DIRECTIONS
Scan the entries below for the word "serif" and copy every line in which it occurs.

BEGIN DATA FOR THIS EXERCISE

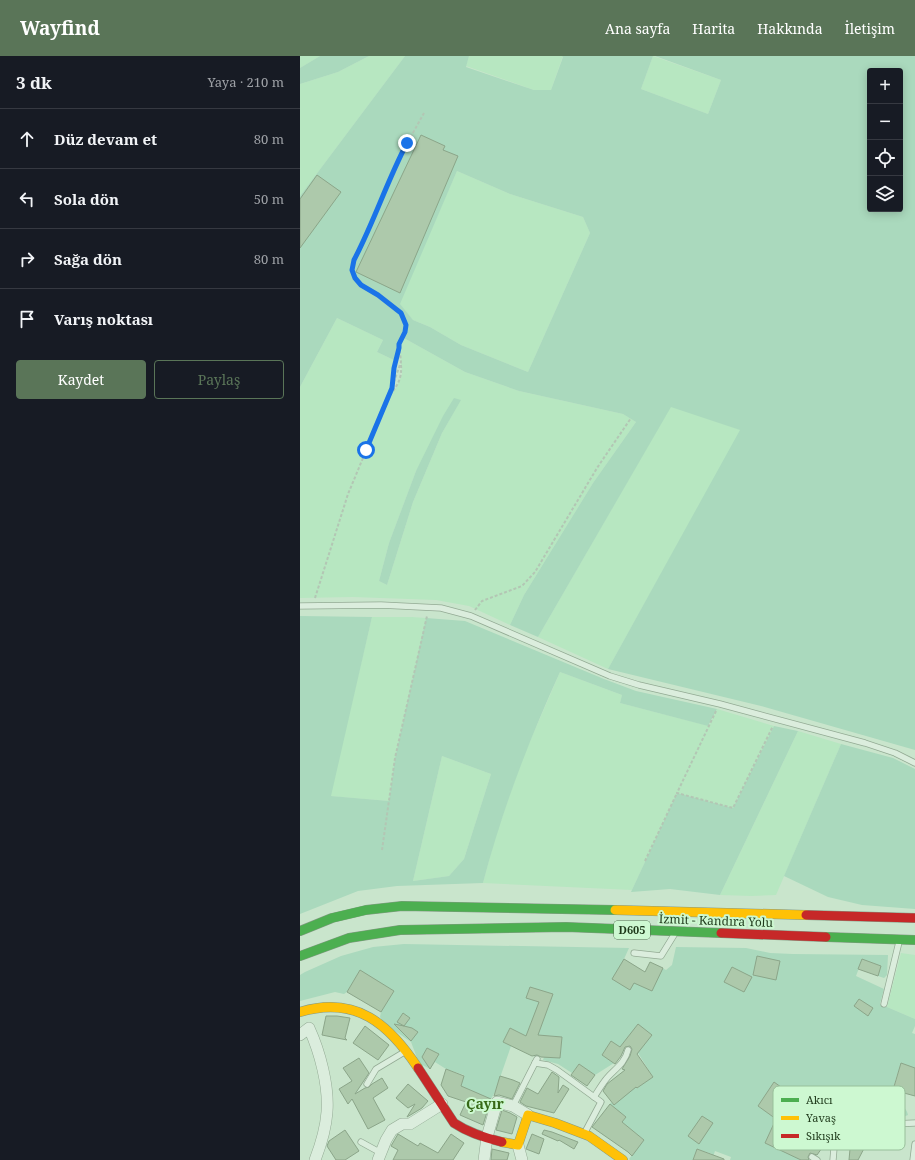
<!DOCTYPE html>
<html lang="tr">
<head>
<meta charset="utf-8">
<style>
	:root { --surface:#171b24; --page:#242831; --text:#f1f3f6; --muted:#9ea1a6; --line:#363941; --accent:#5a7558 }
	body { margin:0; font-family:"Noto Serif",serif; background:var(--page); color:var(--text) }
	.controls { position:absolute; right:12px; top:12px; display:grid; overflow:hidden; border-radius:4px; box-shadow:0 2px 10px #0003 }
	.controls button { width:36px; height:36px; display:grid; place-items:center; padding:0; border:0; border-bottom:1px solid var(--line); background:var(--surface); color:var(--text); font:20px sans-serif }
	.stop { position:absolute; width:12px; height:12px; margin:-9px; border:3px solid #1a73e8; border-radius:50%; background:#fff }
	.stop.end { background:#1a73e8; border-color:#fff; box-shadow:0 1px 4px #0008 }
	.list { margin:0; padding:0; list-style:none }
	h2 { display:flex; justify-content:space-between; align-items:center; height:52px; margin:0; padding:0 16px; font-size:17px }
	h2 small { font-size:13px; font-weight:400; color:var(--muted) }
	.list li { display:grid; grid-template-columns:26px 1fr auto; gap:12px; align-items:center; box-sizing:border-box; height:60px; padding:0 16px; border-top:1px solid var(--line) }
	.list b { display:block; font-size:15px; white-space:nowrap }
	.list em { font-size:13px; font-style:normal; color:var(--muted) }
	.actions { display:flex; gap:8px; padding:12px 16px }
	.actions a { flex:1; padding:9px 0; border:1px solid var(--accent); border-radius:4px; text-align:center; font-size:14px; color:var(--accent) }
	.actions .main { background:var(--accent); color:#fff }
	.icon { flex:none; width:22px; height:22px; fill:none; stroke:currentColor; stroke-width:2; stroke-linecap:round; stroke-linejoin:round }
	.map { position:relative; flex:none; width:615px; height:1104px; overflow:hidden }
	header { display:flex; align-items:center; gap:24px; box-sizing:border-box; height:56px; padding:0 20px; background:var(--accent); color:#fff }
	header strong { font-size:19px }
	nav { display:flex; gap:22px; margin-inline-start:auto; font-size:14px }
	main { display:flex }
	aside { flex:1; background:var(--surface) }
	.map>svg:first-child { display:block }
	.farmland { fill:#b7e7c1; fill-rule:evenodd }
	.green { fill:#aad9bd; fill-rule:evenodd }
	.building { fill:#adc9ab; stroke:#8ba589 }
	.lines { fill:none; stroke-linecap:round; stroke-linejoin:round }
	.lane-casing { stroke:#93aa94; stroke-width:7 }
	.street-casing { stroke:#93aa94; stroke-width:12 }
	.fast-casing { stroke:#849984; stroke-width:10 }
	.slow-casing { stroke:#849984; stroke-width:10 }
	.jam-casing { stroke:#849984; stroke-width:10 }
	.path { stroke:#b3c6b4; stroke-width:2; stroke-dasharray:3 2; stroke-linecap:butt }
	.lane { stroke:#dbeddd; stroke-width:5.5 }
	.street { stroke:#dbeddd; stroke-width:11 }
	.fast { stroke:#4caf50; stroke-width:9 }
	.slow { stroke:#ffc107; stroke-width:9 }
	.jam { stroke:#c62828; stroke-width:9 }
	.route { stroke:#1a73e8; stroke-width:5 }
	.labels { text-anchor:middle; stroke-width:4; stroke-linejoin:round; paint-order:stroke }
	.shield { fill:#cdf8d1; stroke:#527251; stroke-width:1 }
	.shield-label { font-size:11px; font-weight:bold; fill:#1e391a }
	.street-label { font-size:12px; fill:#1e391a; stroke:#cdf8d1 }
	.quarter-label { font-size:14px; font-weight:bold; fill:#366916; stroke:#cdf8d1 }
	.key { fill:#cdf8d1; stroke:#98bf9a; stroke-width:1 }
	.key-label { font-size:11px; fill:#1e391a }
</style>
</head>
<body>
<header>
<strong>Wayfind</strong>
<nav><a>Ana sayfa</a><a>Harita</a><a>Hakkında</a><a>İletişim</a></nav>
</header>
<main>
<aside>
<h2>3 dk<small>Yaya · 210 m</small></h2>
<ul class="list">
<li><svg class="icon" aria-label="ahead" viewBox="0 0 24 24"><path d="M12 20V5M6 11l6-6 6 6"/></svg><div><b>Düz devam et</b></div><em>80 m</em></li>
<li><svg class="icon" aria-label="left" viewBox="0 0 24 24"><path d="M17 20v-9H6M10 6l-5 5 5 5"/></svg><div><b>Sola dön</b></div><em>50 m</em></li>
<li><svg class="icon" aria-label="right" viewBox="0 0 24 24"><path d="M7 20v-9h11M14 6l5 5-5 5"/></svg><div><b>Sağa dön</b></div><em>80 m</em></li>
<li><svg class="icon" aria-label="arrive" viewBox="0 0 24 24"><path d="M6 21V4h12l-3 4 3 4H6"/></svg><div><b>Varış noktası</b></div></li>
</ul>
<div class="actions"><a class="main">Kaydet</a><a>Paylaş</a></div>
</aside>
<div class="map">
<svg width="615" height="1104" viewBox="0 0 615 1104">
	<rect width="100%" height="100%" fill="#c9e5cc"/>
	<g class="farmland">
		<polygon points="0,0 20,0 0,12"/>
		<polygon points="69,0 105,0 0,140 0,28 38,16"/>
		<polygon points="169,0 263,0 251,34 234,34 166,10"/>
		<polygon points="353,0 421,24 408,58 341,33"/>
		<polygon points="157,115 210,138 283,161 290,177 228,316 161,289 130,271 113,264 99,248"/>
		<path d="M37 262 83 284 77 296 96 305 89 340 97 331 102 318 99 288 102 281 165 316 219 335 323 358 336 366 293 427 224 539 210 569 169 550 136 544 53 541 0 542V331ZM161 343 142 377 113 446 87 529 79 525 89 487 116 415Z"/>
		<polygon points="371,350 441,374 308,613 238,581"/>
		<polygon points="72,561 112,561 126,562 95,702 89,745 30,740"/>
		<polygon points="260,616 322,639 320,647 409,670 417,653 474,670 433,752 377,737 332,834 183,827 195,782 221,706"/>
		<polygon points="498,675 541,688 476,839 452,840 420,839"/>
		<polygon points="142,700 191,718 164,803 149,820 113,825"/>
		<polygon points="601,897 615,899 615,963 587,951"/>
	</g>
	<g class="green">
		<polygon points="20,0 69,0 38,16 0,28 0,12"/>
		<path d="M105 0H169L166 11 234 34H251L263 1 262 0H353L341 33 408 58 421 24 355 0H615V694L461 650 308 613 440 374 371 351 238 581 210 569 224 539 293 427 336 366 323 358 219 335 165 316 102 281 99 288 96 305 77 296 83 284 37 262 0 331V140ZM570 15H600V153H570ZM157 115 210 138 283 161 290 177 228 316 161 289 130 271 113 264 100 248Z"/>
		<polygon points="154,342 161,344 142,377 113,446 87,529 79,525 89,487 116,415 143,360"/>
		<path d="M0 560 72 561 31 740 89 745 95 702 126 562 165 565 304 623 336 635 417 653 408 670 320 647 322 639 260 616C229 684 202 754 183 827L97 830 58 835 0 858ZM142 700 191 718 164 803 149 820 113 825Z"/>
		<polygon points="474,670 498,675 420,839 370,833 331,836 377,737 433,752"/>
		<polygon points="541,688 593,702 615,713 615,853 562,849 528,841 484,820"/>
		<path d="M104 888 329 892 324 903 345 917 350 906 366 914 372 909 376 891 446 892 470 897 493 898 588 899 587 919 584 922 578 920 581 910 562 904 556 920 584 933 580 948 615 963V970L612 977 615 978V1012L601 1008C596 1023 590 1032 599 1046 603 1051 607 1053 608 1059L603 1061 584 1058 586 1043 569 1040 568 1048C558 1038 546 1037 533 1034L528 1052 543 1058 521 1053 509 1045 506 1049 474 1027 458 1050 476 1063 465 1087 489 1098 501 1101 499 1104H430L431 1101 415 1095 412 1104V1098L397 1093 393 1104H330L329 1103 344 1084 322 1066 326 1061 310 1048 311 1046 314 1049 335 1029 337 1032 353 1021 338 997 327 988 323 993 311 985 302 999 314 1007 295 1019 279 1008 272 1017 258 1008 243 1004 244 1001 260 1002 262 981 242 980 240 1001 230 999 236 985 210 972 204 986 211 990 195 1036 191 1043 158 1039 164 1019 146 1013 135 1006 130 1013 119 1007 111 986 85 968 80 961 81 956 94 935 60 915 47 936 44 938 35 936 0 945V919L5 916 41 900 73 891Z"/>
	</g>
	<g class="building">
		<polygon points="121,79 145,90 143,94 158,100 100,237 56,216"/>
		<polygon points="17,119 41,136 0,192 0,143"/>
		<polygon points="457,900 480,905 476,924 453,919"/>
		<polygon points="324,903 345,916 350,906 363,912 352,935 334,927 330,934 312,923"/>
		<polygon points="562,903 581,910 578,920 558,913"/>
		<polygon points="432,911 452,921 444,936 424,926"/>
		<polygon points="60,914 94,935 81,956 47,936"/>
		<polygon points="230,931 253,938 238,979 262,981 260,1002 241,1001 237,999 232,1000 203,986 210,972 226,980 239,946 226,942"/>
		<polygon points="559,943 573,952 568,960 554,950"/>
		<polygon points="103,957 110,962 104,970 112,972 118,976 111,985 94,968 104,970 97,966"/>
		<polygon points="26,960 37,960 50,962 45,982 47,984 22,979"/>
		<polygon points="338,968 352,979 337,998 353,1021 337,1032 336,1031 314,1049 303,1035 307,1028 325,1014 322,1013 330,1000 332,993 330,990 325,991 321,1000 315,1008 302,999 311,985 320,991"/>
		<polygon points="65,970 89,989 78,1004 53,987"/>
		<polygon points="127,992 139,998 130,1013 122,1001"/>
		<polygon points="59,1002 69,1017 55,1038 65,1032 69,1031 72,1028 82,1022 88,1032 73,1042 85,1064 68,1073 52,1043 48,1048 39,1033 52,1025 43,1012"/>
		<polygon points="601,1007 615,1012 615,1040 593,1034"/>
		<polygon points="279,1008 295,1019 287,1030 271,1019"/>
		<polygon points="146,1013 164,1020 161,1030 191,1043 183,1069 160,1059 166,1046 148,1040 141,1029"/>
		<polygon points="252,1016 259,1021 258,1037 263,1029 269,1033 254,1057 226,1050 220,1046 227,1032 238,1038"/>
		<polygon points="200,1020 213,1024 220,1027 212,1043 199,1039 194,1040"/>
		<polygon points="474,1026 506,1049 509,1045 527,1057 532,1034 569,1042 569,1040 586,1043 584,1058 552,1053 549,1070 570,1081 558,1104 549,1104 550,1093 529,1082 517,1099 510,1097 508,1101 509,1104 501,1104 465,1087 476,1063 458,1050"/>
		<polygon points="108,1028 128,1045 122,1052 107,1061 115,1048 108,1052 96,1042"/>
		<polygon points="310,1048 326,1061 322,1066 344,1084 332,1100 328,1096 292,1071"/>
		<polygon points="202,1054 210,1057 217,1061 212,1078 196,1074"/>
		<polygon points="402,1060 413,1067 399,1088 388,1080"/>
		<polygon points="45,1074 59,1095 45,1104 36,1104 27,1090 29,1085"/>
		<polygon points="244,1074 252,1076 278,1086 274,1093 259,1084 258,1085 242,1078"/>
		<polygon points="98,1078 118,1090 120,1087 138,1097 151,1078 164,1087 153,1104 93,1104 98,1094 91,1090"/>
		<polygon points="232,1078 244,1083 239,1098 226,1093"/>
		<polygon points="192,1093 209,1097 207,1104 191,1104"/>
		<polygon points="397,1093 424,1103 424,1104 393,1104"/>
	</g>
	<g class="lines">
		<defs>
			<g id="lane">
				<polyline points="0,550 81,549 141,552 171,560 310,620 339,629 420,648 565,687 595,697 615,707"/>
				<polyline points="334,897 361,900 374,879"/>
				<polyline points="584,948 599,886"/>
				<polyline points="235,1007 248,1009 257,1014 301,1046 284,1078"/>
				<polyline points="67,1028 76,1013 106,995"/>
				<path d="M294 1041C298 1035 302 1028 307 1022 315 1013 325 1007 328 994"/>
				<polyline points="213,1050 237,1003"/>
				<polyline points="568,1069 615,1067"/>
				<polyline points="61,1086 81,1097"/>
				<polyline points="512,1101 517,1104"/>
				<polyline points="533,1104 534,1092"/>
				<polyline points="613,1104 615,1088"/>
			</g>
			<g id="street">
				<path d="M0 979 9 972C20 996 29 1030 27 1056 26 1070 20 1091 15 1104"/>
				<polyline points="218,1089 222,1104"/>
				<polyline points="78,1104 86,1084 92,1074 102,1068 110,1068 142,1048"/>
				<polyline points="184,1104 187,1081 197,1046 213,1050 228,1059"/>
			</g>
			<g id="fast">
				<polyline points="0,875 32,862 66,854 102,850 315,854"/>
				<polyline points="526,881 615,884"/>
				<polyline points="0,900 49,882 100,874 266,871 421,877"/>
			</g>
			<g id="slow">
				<polyline points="315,854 506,859"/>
				<path d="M0 956C56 939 89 968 118 1012"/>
				<polyline points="202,1086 218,1089 228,1059 255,1067 289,1080 323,1104"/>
			</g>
			<g id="jam">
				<polyline points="506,859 615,862"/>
				<polyline points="421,877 526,881"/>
				<path d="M118 1012 154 1067C169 1077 185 1082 202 1086"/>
			</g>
		</defs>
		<use href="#lane" class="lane-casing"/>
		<use href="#street" class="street-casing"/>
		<use href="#fast" class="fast-casing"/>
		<use href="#slow" class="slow-casing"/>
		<use href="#jam" class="jam-casing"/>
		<g class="path">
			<polyline points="92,327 94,312 99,294"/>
			<path d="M90 339C98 329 102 322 101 309"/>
			<polyline points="15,542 48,438 88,342 101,306 99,288 105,276 106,269 101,257 78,239 61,229 55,222 52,213 55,204 84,140 95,109 124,57"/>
			<polyline points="175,554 182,545 222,530 235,516 297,412 331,362"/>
			<polyline points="416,655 377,737 433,752 473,670"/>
			<polyline points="82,794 95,702 127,560"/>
			<polyline points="345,805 377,737"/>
		</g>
		<use href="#lane" class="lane"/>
		<use href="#street" class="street"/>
		<use href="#fast" class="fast"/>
		<use href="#slow" class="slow"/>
		<use href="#jam" class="jam"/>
	</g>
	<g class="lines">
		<path class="route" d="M66 394 92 332 94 312 99 292V288L105 276 106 269 101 257 78 239 61 229 55 222 52 214 54 204C74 166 87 125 107 87"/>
	</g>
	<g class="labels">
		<rect class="shield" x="314" y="865" width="36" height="18" rx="3"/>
		<g class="shield-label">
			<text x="332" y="878">D605</text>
		</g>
		<g class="street-label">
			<text transform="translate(416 865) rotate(2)" y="4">İzmit - Kandıra Yolu</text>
		</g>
		<g class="quarter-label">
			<text x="185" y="1053">Çayır</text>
		</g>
	</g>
	<rect x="473" y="1030" width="132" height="64" rx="6" class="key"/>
	<rect x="481" y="1042" width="18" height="4" fill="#4caf50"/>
	<rect x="481" y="1060" width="18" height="4" fill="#ffc107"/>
	<rect x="481" y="1078" width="18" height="4" fill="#c62828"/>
	<g class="key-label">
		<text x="506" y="1048">Akıcı</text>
		<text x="506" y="1066">Yavaş</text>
		<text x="506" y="1084">Sıkışık</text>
	</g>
</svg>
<div class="controls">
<button>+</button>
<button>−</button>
<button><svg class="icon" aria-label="locate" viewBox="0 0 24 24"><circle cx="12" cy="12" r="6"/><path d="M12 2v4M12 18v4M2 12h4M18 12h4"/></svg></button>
<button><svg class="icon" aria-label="layers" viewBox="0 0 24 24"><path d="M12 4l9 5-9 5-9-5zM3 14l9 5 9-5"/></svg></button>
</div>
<div class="stop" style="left:66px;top:394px"></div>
<div class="stop end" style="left:107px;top:87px"></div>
</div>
</main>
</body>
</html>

END DATA FOR THIS EXERCISE

ANSWER
	body { margin:0; font-family:"Noto Serif",serif; background:var(--page); color:var(--text) }
	.controls button { width:36px; height:36px; display:grid; place-items:center; padding:0; border:0; border-bottom:1px solid var(--line); background:var(--surface); color:var(--text); font:20px sans-serif }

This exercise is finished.